[What needs to be done]:
Exact retyping of the data: please keep every word and drop each picture.

[Dataset entries]
☆ ☆ ☆ ☆
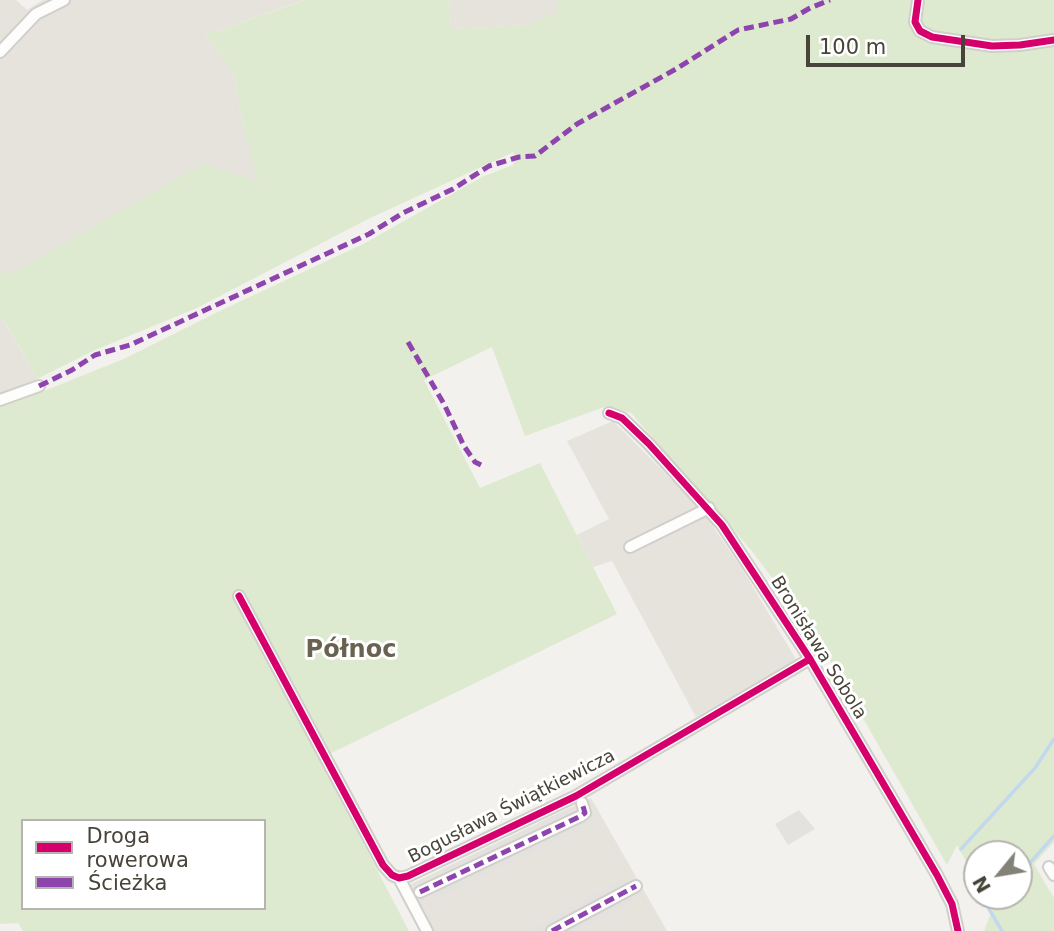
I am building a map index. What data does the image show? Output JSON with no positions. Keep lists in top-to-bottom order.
{
  "streets": {
    "street": ["Bronisława Sobola", "Bogusława Świątkiewicza"]
  },
  "crossings": [
    ["Bronisława Sobola", "Bogusława Świątkiewicza"]
  ],
  "districts": ["Północ"],
  "legend": ["Droga rowerowa", "Ścieżka"],
  "scale_bar": "100 m",
  "north": "bottom left"
}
☆ ☆ ☆ ☆
[Answer to the exercise]:
I am building a map index. What data does the image show? Output JSON with no positions. Keep lists in top-to-bottom order.
{
  "streets": {
    "street": ["Bronisława Sobola", "Bogusława Świątkiewicza"]
  },
  "crossings": [
    ["Bronisława Sobola", "Bogusława Świątkiewicza"]
  ],
  "districts": ["Północ"],
  "legend": ["Droga rowerowa", "Ścieżka"],
  "scale_bar": "100 m",
  "north": "bottom left"
}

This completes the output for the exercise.